At the latest LSTM seminar, Professor Peter Heywood, of theMenzies Centre for Health Policy, at the University of Sydney, outlined his assessment of NACs, conducted using the Institutional Analysis and Development (IAD) framework. With training in epidemiology, policy analysis, economics, and nutrition, Professor Heywood has a strong background and experience in health policy and health sector reform in low-income countries with particular emphasis on South and Southeast Asia and the Pacific. Before retiring in 2006, he was a Lead Health Sector Specialist with the World Bank, leading that institution’s dialogue in the health sector and developing and supervising large portfolios of health sector investments in the public and private sectors in India (1998–2004) and Indonesia (2004–2006).

The IAD framework, was developed by Elinor Ostrom, who won the 2009 Nobel Prize for Economic Science, for her analysis of economic governance.

NACs have been established in more than 60 countries, usually with support of the World Bank and UNAIDS. The NACs are usually charged with overall coordination of a multi-sectoral response to the HIV epidemic. The response included a bundle of activities such as strategic planning, program evaluation, surveillance, preventIon of transmission and counselling and testing. In 2005 the World Bank evaluated the effectiveness of NACs and concluded that they were often set up too quickly, were not able to set priorities between activities and that the multisectoral approach often resulted in disengagement of the health sector. As efforts to improve HIV control outcomes have met with only limited success there is a need for new approaches to strengthening program performance.
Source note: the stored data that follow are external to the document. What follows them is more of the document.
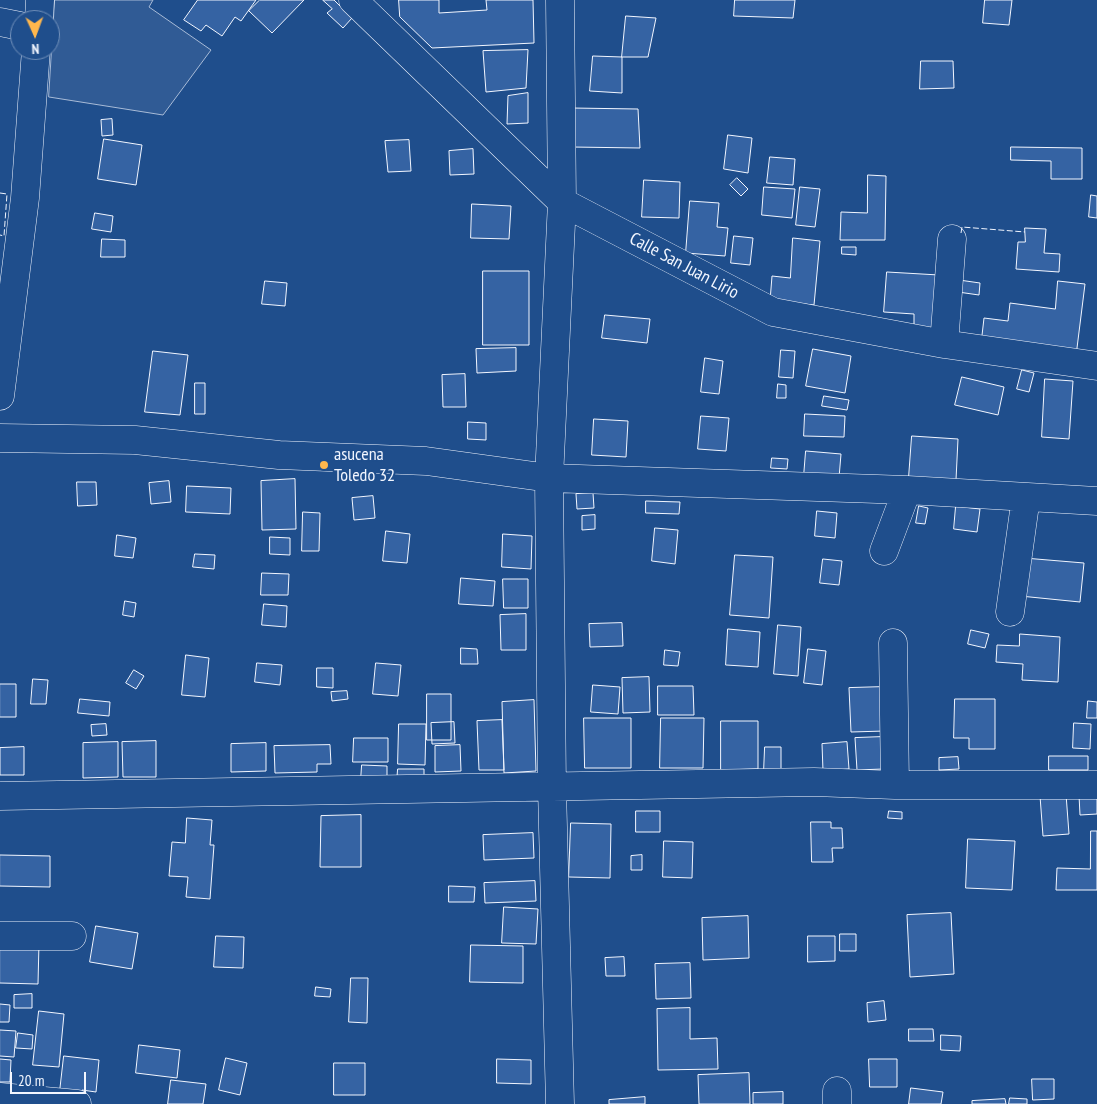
<!DOCTYPE html>
<html>
<head>
<meta charset="utf-8">
<style>
	body { margin:0 }
	#map { position:relative; width:1097px; height:1104px; overflow:hidden; background:#1f4e8c; font-family:"PT Sans Narrow",sans-serif }
	canvas { display:block }
	.north { position:absolute; left:10px; top:10px; width:50px; height:50px; box-sizing:border-box; background:#1f4e8c; border:1px solid #7391ba; border-radius:50%; rotate:178deg; font-size:14px; font-weight:700; line-height:20px; text-align:center; color:#f2f6ff }
	.north::after { content:''; display:block; margin:auto; width:18px; height:22px; background:#ffb74d; clip-path:polygon(50% 0,100% 100%,50% 72%,0 100%) }
	.scale { position:absolute; left:10px; top:1072px; width:76px; height:22px; box-sizing:border-box; border:2px solid #f2f6ff; border-top:0; padding-left:6px; font-size:15px; line-height:18px; white-space:nowrap; color:#f2f6ff; -webkit-text-stroke:4px #1f4e8c; paint-order:stroke }
</style>
</head>
<body>
<div id="map">
<canvas width="1097" height="1104"></canvas>
<div class="north">N</div>
<div class="scale">20 m</div>
</div>
<script>
const c = document.querySelector('canvas').getContext('2d');
c.lineJoin = 'round';
function fillPath(path, color) { c.fillStyle = color; c.fill(path, 'evenodd'); }
function trace(path, color, width, dash) { c.strokeStyle = color; c.lineWidth = width; c.lineCap = dash ? 'butt' : 'round'; c.setLineDash(dash || []); c.stroke(path); }
function label(font, color, halo, rows, align = 'center') {
  c.font = font + ' "PT Sans Narrow",sans-serif'; c.lineWidth = 4; c.setLineDash([]); c.textBaseline = 'middle'; c.strokeStyle = halo; c.fillStyle = color; for (const [text, x, y, turn = 0] of rows) {
    c.save(); c.translate(x, y); c.rotate((+turn || 0) * Math.PI / 180); c.textAlign = isNaN(turn) ? turn : align; if (halo) c.strokeText(text, 0, 0); c.fillText(text, 0, 0); c.restore();
  }
}
const built = new Path2D(`
	M55 0H153L149 7 211 50 163 115 49 97Z`);
fillPath(built, '#305b95');
trace(built, '#a8bbd7', 1);
const building = new Path2D(`
	M198 0H256L241 21 235 17 222 36 206 25 201 31 184 20Z
	M260 0H304L272 33 249 11Z
	M323 0H334L352 18 343 28 327 13 332 9Z
	M399 0H439V13L487 10 486 0H533L534 43 432 48 400 17Z
	M735 0H795L793 18 734 16Z
	M985 0H1012L1009 25 983 23Z
	M626 16 656 18 648 57H622Z
	M528 50 526 88 486 92 483 51Z
	M593 56 622 57V93L590 91Z
	M921 61H953L954 88 920 89Z
	M528 93V123L507 124 508 96Z
	M571 108 638 109 640 148 571 147Z
	M112 119 113 135 102 136 101 120Z
	M728 135 752 138 748 173 724 169Z
	M104 139 142 145 136 185 98 179Z
	M409 140 411 171 388 172 385 141Z
	M1011 147 1082 148V179H1051V161L1011 160Z
	M473 149 474 174 450 175 449 151Z
	M770 157 795 159 793 185 767 183Z
	M868 175 886 176 885 240H840L841 212 867 213Z
	M737 178 748 189 741 196 730 185Z
	M644 180 680 182 679 218 642 217Z
	M764 187 795 189 792 218 762 215Z
	M800 187 820 189 815 227 796 225Z
	M1091 195 1097 196V218L1089 217Z
	M690 201 719 203 717 227 728 228 725 256 686 253Z
	M472 204 511 206 509 239 471 238Z
	M95 213 113 216 111 232 92 229Z
	M1025 228 1046 229 1044 253 1060 254 1059 272 1016 269 1018 242H1025Z
	M734 236 753 238 750 265 731 263Z
	M793 238 820 241 814 305 770 301 772 276 790 278Z
	M102 239 125 240V257H101Z
	M842 247H856V255L842 254Z
	M483 271H529V345H483Z
	M887 272 939 275 937 331 914 330V314L884 312Z
	M959 280 980 283 979 295 958 292Z
	M265 281 287 283 285 306 262 304Z
	M1058 281 1085 284 1076 356 981 344 984 318 1008 321 1010 303 1055 309Z
	M605 315 650 319 647 343 602 338Z
	M516 348V371L477 373 476 349Z
	M813 349 851 356 845 393 806 386Z
	M781 350 795 351 793 378 779 377Z
	M153 351 188 355 180 415 145 412Z
	M705 358 723 361 719 394 701 392Z
	M1022 370 1034 373 1029 392 1017 389Z
	M465 374 466 407H443L442 375Z
	M962 377 1004 387 998 415 955 405Z
	M1045 379 1073 381 1069 439 1042 437Z
	M195 383H205V414H195Z
	M778 384 786 385V398H777Z
	M824 396 849 400 847 410 822 406Z
	M805 414 845 416 844 437 804 436Z
	M701 416 729 418 726 451 698 449Z
	M594 419 628 421 626 457 592 455Z
	M468 422 486 423V440L468 439Z
	M912 436 958 439 956 480 909 477Z
	M806 451 841 454 839 478 804 476Z
	M772 458 788 459 787 469 771 468Z
	M295 479 296 529 262 530 261 481Z
	M169 481 171 502 151 504 149 483Z
	M77 482H96L97 505 78 506Z
	M187 486 231 488 230 514 186 512Z
	M593 493 594 508 577 509 576 494Z
	M373 496 375 518 354 520 352 498Z
	M646 501 680 502 679 514 646 513Z
	M919 506 928 508 925 524 916 523Z
	M956 506 980 509 977 532 954 529Z
	M817 511 837 513 835 538 815 536Z
	M303 512 320 513 319 551H302Z
	M595 515V529L582 530V516Z
	M655 528 678 530 675 564 652 561Z
	M386 531 410 534 407 563 383 561Z
	M503 534 532 536 531 569 502 567Z
	M117 535 136 538 133 558 115 556Z
	M270 537 290 538V555L270 554Z
	M195 554 215 555 214 569 193 567Z
	M735 555 773 557 769 618 730 615Z
	M1024 558 1084 563 1080 602 1020 596Z
	M823 559 842 561 839 585 820 583Z
	M262 573 289 574 288 595H261Z
	M461 578 495 581 493 606 459 604Z
	M503 579H528V608H504Z
	M125 601 136 603 134 617 123 615Z
	M264 604 287 606 286 627 262 625Z
	M526 614V650H501L500 615Z
	M622 623 623 646 590 647 589 624Z
	M778 625 801 627 798 676 774 674Z
	M728 629 760 632 758 667 726 665Z
	M971 630 989 634 985 648 968 644Z
	M1020 634 1060 637 1058 682 1022 680 1023 664 996 662 997 645 1019 646Z
	M461 648 477 649 478 664H461Z
	M808 649 826 651 822 685 804 683Z
	M665 650 680 652 678 666 664 665Z
	M186 655 209 658 205 697 182 695Z
	M257 663 282 665 280 685 255 682Z
	M376 663 401 665 398 696 373 694Z
	M317 668H333V688L317 687Z
	M134 670 144 676 136 689 126 683Z
	M649 677 650 712 623 713 622 678Z
	M33 679 48 680 46 704H31Z
	M0 684H16V717H0Z
	M593 685 620 687 618 714 591 712Z
	M658 686H693L694 715H658Z
	M883 687 885 731 851 732 849 688Z
	M347 691 348 699 332 701 331 692Z
	M427 694H451V740H427Z
	M80 699 110 702 109 716 78 713Z
	M955 699H995V749H969V738H954Z
	M534 700 536 771 504 773 502 702Z
	M1088 701 1097 702V718H1087Z
	M584 718H631V768H585Z
	M661 718H704L703 768H660Z
	M502 720 504 770H479L477 721Z
	M721 721H758V769L721 770Z
	M454 722 455 743 432 744 431 723Z
	M1074 723 1091 724 1090 749 1073 748Z
	M106 724 107 735 92 736 91 725Z
	M399 724H426L425 765 398 764Z
	M882 737 883 769 857 770 855 738Z
	M354 738H388V762H353Z
	M156 741V777H123L122 742Z
	M118 742V777L83 778V743Z
	M847 742 849 769 823 771 822 744Z
	M266 743V771L231 772V744Z
	M330 745 331 764H317V772L275 773 274 746Z
	M460 745 461 771 435 772V746Z
	M24 747V775H0V748Z
	M765 747H781V772L764 771Z
	M1049 756H1088V770H1049Z
	M958 757 959 769 939 770V758Z
	M362 765 387 766V781L361 780Z
	M398 769H424V783L397 782Z
	M1066 794 1069 834 1043 836 1040 796Z
	M1097 794V814L1080 815 1079 795Z
	M636 811H660V832H636Z
	M889 811 902 812V819L888 818Z
	M361 815V867H320L321 816Z
	M187 818 212 820 210 845H214L210 899 186 897 188 877 169 876 172 842 185 843Z
	M811 822H831V828H842L843 848H832L833 862H812Z
	M571 823 611 824 610 878 569 877Z
	M1091 831H1097V890H1056L1057 868 1090 869Z
	M533 833 534 858 484 860 483 835Z
	M968 839 1015 841 1012 890 966 888Z
	M664 841 693 842 692 878 663 877Z
	M0 855 50 856V887L0 886Z
	M642 855V870H631V856Z
	M535 881 536 901 485 903 484 883Z
	M449 886 475 887 474 902H449Z
	M504 907 538 909 536 944 502 943Z
	M951 913 954 974 910 977 907 915Z
	M748 916 749 958 703 960 702 918Z
	M96 926 138 933 132 969 90 962Z
	M840 934H856V951H840Z
	M216 936 244 937 243 968 214 967Z
	M808 936H835V961L808 962Z
	M0 943H39L38 984 0 983Z
	M471 945 523 946V983L470 982Z
	M624 957 625 976H606L605 958Z
	M690 963 691 998 656 999 655 964Z
	M351 978H368L367 1023 349 1022Z
	M316 987 331 989 330 997 315 996Z
	M32 994V1008H14V995Z
	M884 1001 886 1020 868 1022 867 1003Z
	M0 1004 10 1005 9 1022H0Z
	M690 1008V1039L717 1038 718 1069 658 1070 657 1009Z
	M39 1011 64 1014 59 1067 33 1065Z
	M909 1029H933L934 1041H909Z
	M0 1030 16 1031 14 1057 0 1056Z
	M18 1033 33 1035 32 1049 16 1048Z
	M941 1035 961 1036 960 1051 941 1050Z
	M139 1045 180 1050 177 1078 136 1073Z
	M64 1056 99 1060 96 1092 82 1090 81 1103 59 1100Z
	M226 1058 247 1063 240 1095 219 1090Z
	M0 1059 11 1060 10 1082H0Z
	M497 1059 531 1060V1084L497 1083Z
	M869 1059H897V1087H870Z
	M334 1063H365V1095H334Z
	M749 1073 750 1104H699L698 1075Z
	M1032 1079H1054V1099L1033 1100Z
	M171 1080 206 1084 203 1104H168Z
	M911 1088 943 1092 941 1104H909Z
	M783 1092V1104H753V1093Z
	M645 1097V1104H609V1100Z
	M1010 1098 1027 1099V1104H1009Z
	M1005 1099 1006 1104H972V1101Z`);
fillPath(building, '#3563a3');
trace(building, '#f2f6ff', 1);
const minor = new Path2D(`
	M353 0 562 202 773 312 944 344 1097 366
	M39 20 40 0
	M0 22 20 26
	M944 344 952 239
	M0 396 25 198 36 50
	M0 438 135 440 279 455 426 461 549 478 907 490 1097 501
	M884 551 907 490
	M1010 612 1026 497
	M893 643 895 785
	M0 796 814 782 895 785H1097
	M0 936H72
	M837 1091V1104
	M0 1097 77 1104
	M560 1104 552 788 549 478 562 202 560 0`);
trace(minor, '#f2f6ff', 29);
trace(minor, '#1f4e8c', 28);
trace(new Path2D(`
	M0 193 7 194 4 236 0 235
	M961 233 962 227 1025 232`), '#f2f6ff', 1, [6, 2.5]);
for (const [x, y, r, color] of [
	[324,465,5,"#ffb74d"]
]) { const dot = new Path2D(); dot.arc(x, y, r, 0, 2 * Math.PI); c.fillStyle = color; c.fill(dot); trace(dot, '#1f4e8c', 2); }
label('18px', '#f2f6ff', '#1f4e8c', [
	["Calle San Juan Lirio",684,266,28]
]);
label('18px', '#f2f6ff', '#1f4e8c', [
	["asucena",334,455],
	["Toledo 32",334,476]
], 'left');
</script>
</body>
</html>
Professor Heywood proposed that one such new approach is the Institutional Analysis and Development (IAD) framework developed by Elinor Ostrom. The IAD framework directs attention to the incentive structure for those working in the program as well as external factors (biophysical conditions, community attitudes and rules-in-use) that affect decisions. The framework also emphasizes the importance of the economic nature of the control activities, sub-national levels, the structure of funding and ability to set priorities and resolve disputes between the various arms of government in involved. The presentation included examples of the most important of these factors.